Rouen : un technicien assure avoir été licencié après avoir interpellé Christophe Castaner

Rouen : un technicien assure avoir été licencié après avoir interpellé Christophe Castaner
Christophe Castaner à Paris, le 3 juin 2019.

Orange avec AFP-Services, publié le mardi 18 juin 2019 à 11h54

Ce sympathisant des "gilets jaunes" a évoqué avec le ministre de l'Intérieur les "éborgnés" lors des manifestations.

Christophe Castaner a-t-il fait licencier un technicien sympathisant des "gilets jaunes" qui l'avait interpellé à Rouen ? C'est ce qu'affirme cet auto-entrepreneur qui travaillait en sous-traitance pour la société Scorpion, qui réalise les émissions de la radio officielle de l'Armada de Rouen.
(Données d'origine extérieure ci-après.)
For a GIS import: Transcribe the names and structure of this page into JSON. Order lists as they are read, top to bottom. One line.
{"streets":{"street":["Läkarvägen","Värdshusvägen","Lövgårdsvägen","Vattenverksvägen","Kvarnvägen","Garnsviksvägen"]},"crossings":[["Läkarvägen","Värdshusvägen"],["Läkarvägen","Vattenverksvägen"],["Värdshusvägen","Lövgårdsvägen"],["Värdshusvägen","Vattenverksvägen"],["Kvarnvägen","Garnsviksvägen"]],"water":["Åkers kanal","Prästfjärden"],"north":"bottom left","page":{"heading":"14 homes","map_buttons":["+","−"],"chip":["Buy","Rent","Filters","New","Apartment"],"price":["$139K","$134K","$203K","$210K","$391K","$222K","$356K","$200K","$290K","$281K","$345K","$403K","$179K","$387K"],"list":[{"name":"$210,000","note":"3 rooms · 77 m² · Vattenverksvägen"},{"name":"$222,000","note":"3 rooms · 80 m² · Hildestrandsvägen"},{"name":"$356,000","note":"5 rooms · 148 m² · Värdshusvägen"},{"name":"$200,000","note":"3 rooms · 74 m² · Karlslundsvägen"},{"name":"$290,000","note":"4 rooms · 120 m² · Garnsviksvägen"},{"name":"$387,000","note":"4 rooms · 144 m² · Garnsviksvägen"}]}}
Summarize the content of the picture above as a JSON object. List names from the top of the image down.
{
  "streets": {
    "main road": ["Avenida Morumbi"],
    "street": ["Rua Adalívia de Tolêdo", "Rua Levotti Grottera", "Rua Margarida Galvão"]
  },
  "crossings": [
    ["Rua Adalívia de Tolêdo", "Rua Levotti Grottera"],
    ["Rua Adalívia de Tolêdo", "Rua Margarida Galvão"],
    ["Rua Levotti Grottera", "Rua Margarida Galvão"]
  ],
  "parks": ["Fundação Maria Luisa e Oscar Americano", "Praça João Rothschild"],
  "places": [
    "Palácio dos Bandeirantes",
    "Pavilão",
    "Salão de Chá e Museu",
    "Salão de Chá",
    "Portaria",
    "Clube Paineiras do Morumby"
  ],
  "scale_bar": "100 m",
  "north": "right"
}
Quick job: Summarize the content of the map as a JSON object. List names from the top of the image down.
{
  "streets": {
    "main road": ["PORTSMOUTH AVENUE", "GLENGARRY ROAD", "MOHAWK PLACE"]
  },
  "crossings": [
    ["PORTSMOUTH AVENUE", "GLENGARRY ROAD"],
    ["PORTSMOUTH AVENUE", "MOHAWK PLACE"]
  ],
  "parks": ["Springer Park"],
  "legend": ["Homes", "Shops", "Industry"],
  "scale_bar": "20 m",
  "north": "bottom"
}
Mais contacté samedi 15 juin par Le Parisien, le responsable logistique de l'entreprise, écarte toute intervention du ministre.

Il confirme toutefois avoir mis un terme au contrat du sous-traitant.



"Il y a eu la visite de Castaner dimanche (9 juin, ndlr), j'ai pris mon courage à deux mains pour l'interpeller et lui parler, a raconté le technicien au média en ligne Rouen dans la rue. Je lui ai dit 'une pensée pour nos éborgnés'. Suite à cet échange, ses RG personnels ont relevé mon identité, mes intentions, et presque toute ma vie..."

"Je me suis fait virer comme une m**** du poste que j'occupais, a-t-il encore dit. C'est un licenciement abusif ! Maintenant je suis fiché S, j'en suis sûr ! Ce gros b***** m'a fait virer alors que je peine à gagner ma vie habituellement."


Contacté par Le Parisien, le responsable logistique de Scorpion assure avoir pris seul la décision de rompre le contrat de l'auto-entrepreneur. "Il y a une déontologie à avoir dans mon entreprise, a expliqué Pascal Bovin. On ne mélange pas le travail avec la politique ou la religion. J'aurais fait pareil si ça avait été un acte raciste." Selon M. Bovin, le jeune homme en question est un DJ âgé d'une vingtaine d'années". Son travail consistait  "par exemple à baisser le volume sur certaines tranches sonores".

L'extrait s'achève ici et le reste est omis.